Impressionist sculptures
The impressionist sculpture is born between 19th and 20th centuries as a reference to the same style of Auguste Rodin a french impressionist, and one of his most famous works, the Thinker, is a faithful representative of the strength of the impressionist style, being part of his great work the Gates of Hell inspired by the Dante’s Divine Comedy.
At the same time the pictorial impressionism is born. Here Manet, Monet etc. may serve to your reference.
Then came the post-impressionism, artists who brought the artistic currents to another dimension and style, artists alike Edgar Degas, both in sculpture with his famous ballet dancer, and his painting reflecting that evolution.
Finally, Alberto Giacometti well into the 20th century, brings the style to its height, reproductions of Giacometti’s sculptures such as the walking man, mark entrance into a new path within the impressionism.
The term impressionism, alike the term Cubism, was coined by a disparaging comment of the French critic Louis Leroy, where the French Impressionist sculpture starts, when contemplating a painting by one of the first Impressionists Claude Monet (Impression, rising sun).
Impressionism is nothing more than painting or modeling without trying to obtain the perfect finish Victor Hugo did. Looking at the reality, we can transmit it to a painting or to a sculpture with all the possible force, where reality is guessed or intuited by seeing the style of Carrier Belleuse or taking a walk through the school of fine arts.
In Impressionist sculpture we see fresh forms expressed with a chisel strokes or strokes in the mud. Through this, we try to achieve a reality very different from the established one. This force often makes us contemplate a work, with much more realism than a realistic or classic like those of Michelangelo. The strength of the unfinished sometimes deceives us, because that unfinished is false if we look at the work at large.

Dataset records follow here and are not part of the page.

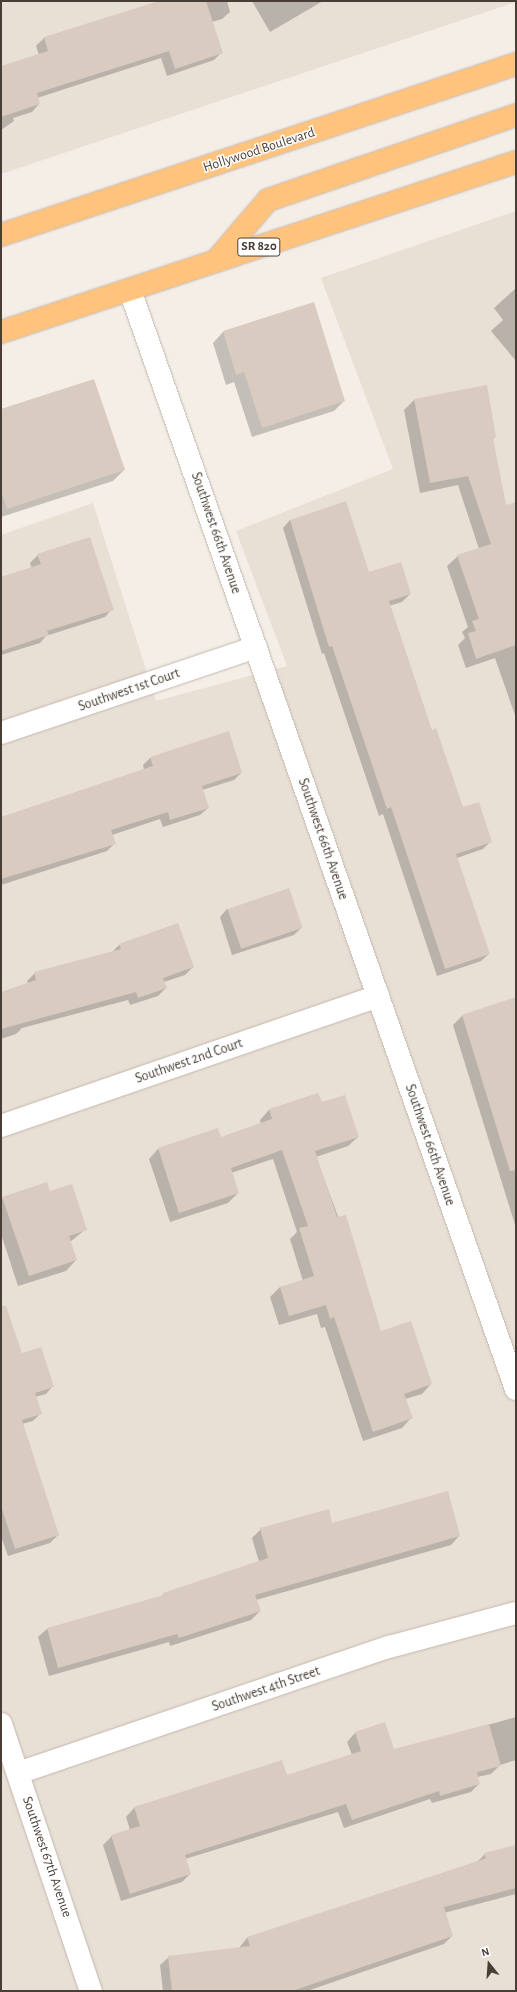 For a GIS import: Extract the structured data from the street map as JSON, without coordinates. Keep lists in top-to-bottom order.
{
  "streets": {
    "highway": ["Hollywood Boulevard", "SR 820"],
    "street": [
      "Southwest 66th Avenue",
      "Southwest 1st Court",
      "Southwest 2nd Court",
      "Southwest 4th Street",
      "Southwest 67th Avenue"
    ]
  },
  "crossings": [
    ["SR 820", "Southwest 66th Avenue"],
    ["Southwest 66th Avenue", "Southwest 1st Court"],
    ["Southwest 66th Avenue", "Southwest 2nd Court"],
    ["Southwest 4th Street", "Southwest 67th Avenue"]
  ],
  "north": "top"
}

Auguste Rodin is a leader in impressionist sculpture. His works both in marble and in clay, have an incredible strength, that they transmit very well in the museum of decorative arts. Any impressionist sculpture of his without being completely finished, have a magical realism and above all a lot of sculptural strength.
Another great representative thereof is Henri de Toulouse Lautrec. With four strokes on the canvas, his paintings achieve that impressionistic realism that is so sought after by those who start in this style. No one is unmoved by the contemplation of a painting of this artist, its strength and drama is overwhelming while captivating the broken air around it, as seen in his work White Horse 'Gazelle'.
Eugène Henri Paul Gauguin was a post-impressionist painter who gained recognition after dying. Due to his experimental use of color in the synthetist style, he managed to stand out against Impressionism. His work stood as an example and influenced avant-garde artists in France and other outstanding artists such as Pablo Picasso or Matisse.
Gauguin's art became popular after his death, due to the impetus of the art dealer Ambroise Vollard, who organized exhibitions of the work of this artist practically at the end of his career in Paris, at the time many of the works were in the possession of the Russian collector Sergei Shchukin.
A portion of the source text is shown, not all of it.